Malba Tahan. O livro é o Contador de Histórias, que teve sua primeira edição em 2002, com cinco mil exemplares.

Já o conhecia?
Sim. Na década de 70, o professor Júlio César de Melo e Souza, cujo pseudônimo era Malba Tahan, deu vários cursos em Vitória e ficamos amigos. Em 1974 veio a falecer. Alguns anos depois, numa reunião mediúnica, começou a escrever histórias interessantes e bonitas. Não sabia quem era até ver a assinatura. Houve uma grande identificação e ele retornou nas reuniões seguintes. Mas por questões pessoais, parei de frequentar as reuniões.

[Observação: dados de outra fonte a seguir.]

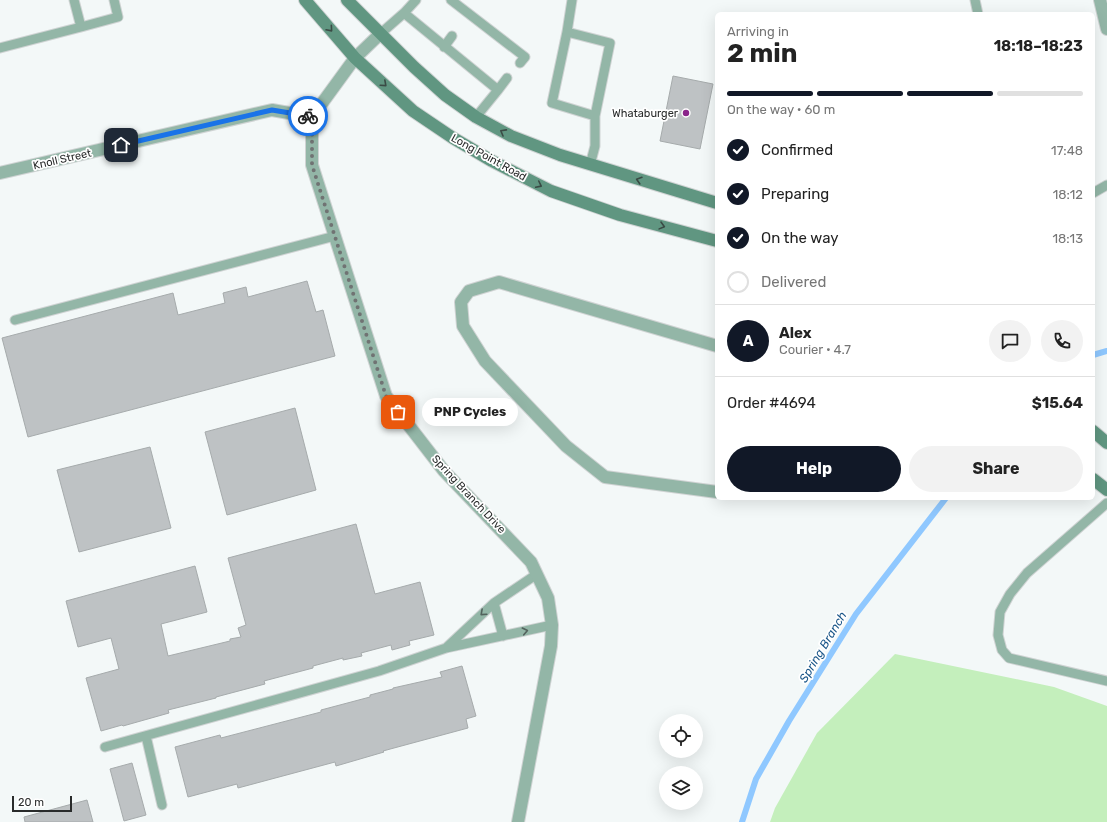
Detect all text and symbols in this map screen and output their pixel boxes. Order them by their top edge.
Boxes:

Quando voltaram a se encontrar?
Após 20 anos. Veja a paciência do espírito, o saber esperar. Minha esposa preparava uma palestra sobre a paz e precisava de material sobre o assunto. Nada encontrei. À noite, senti vontade de escrever, e não parei mais. Malba me ditou uma história completa sobre a paz. Em outra ocasião, escreveu por mim e para mim, dizendo que gostaria de continuar o trabalho educativo, agora sob a ótica de espírito, se eu aceitasse.

Malba Tahan era espírita?
Não, espiritualista.

Como teve certeza de que era ele e não o senhor a escrever?
Pela velocidade com que as ideias são ditadas e interrompidas, e quando isso acontece não consigo mais escrever. Além disso, a forma como o espírito se manifesta, suas ideias e sua coerência são diferentes da minha. É um processo intuitivo que te dá certeza imediata.

O que sente durante o processo?
Nada. Só um alegria por sentir aquela pessoa presente em meu ser, numa espécie de invasão que aceitamos plenamente. Como os textos vêm em partes, para que meu corpo tenha tempo para descansar, há vontade de querer saber o resto da história. (risos)

Seu espírito fica ausente durante o processo?
Não. Algumas pessoas têm a mediunidade sonambúlica e ficam completamente ausentes até o trabalho ser concluído. Em outras o processo é mecânico. Conversam enquanto um de seus braços escreve, independente da sua vontade.

E qual a forma de sua mediunidade ?
Semimecânica. Tenho consciência do que escrevo. Às vezes vejo as cenas que estão ocorrendo na narrativa e até as seguintes ao que estou escrevendo. Em outras, não sei nada, não vejo nada. Muitas vezes tenho consciência de que algumas palavras não estão corretas, mas não há tempo para consertar. Posteriormente recebo as mudanças. Trechos inteiros são alterados porque captei de modo diferente. Porque o espírito precisa encontrar vocabulário na cabeça do médium, se não houver, a fidelidade, a qualidade do seu trabalho não aparece em toda a sua plenitude.

Como explicar casos como o de Chico Xavier, que só tinha a 4ª série e psicografou obras atribuídas a grandes autores?
O próprio Chico dizia que era como um vidro de perfume, que depois de receber tanto aroma, tinha ficado com um cheirinho. Há médiuns que manifestam a xenoglossia, psicografam em línguas estrangeiras sendo analfabetos. É a bagagem trazida de uma outra vida em sua estrutura espiritual. Porque ninguém tira água de um poço vazio. Nesse aspecto não há milagres.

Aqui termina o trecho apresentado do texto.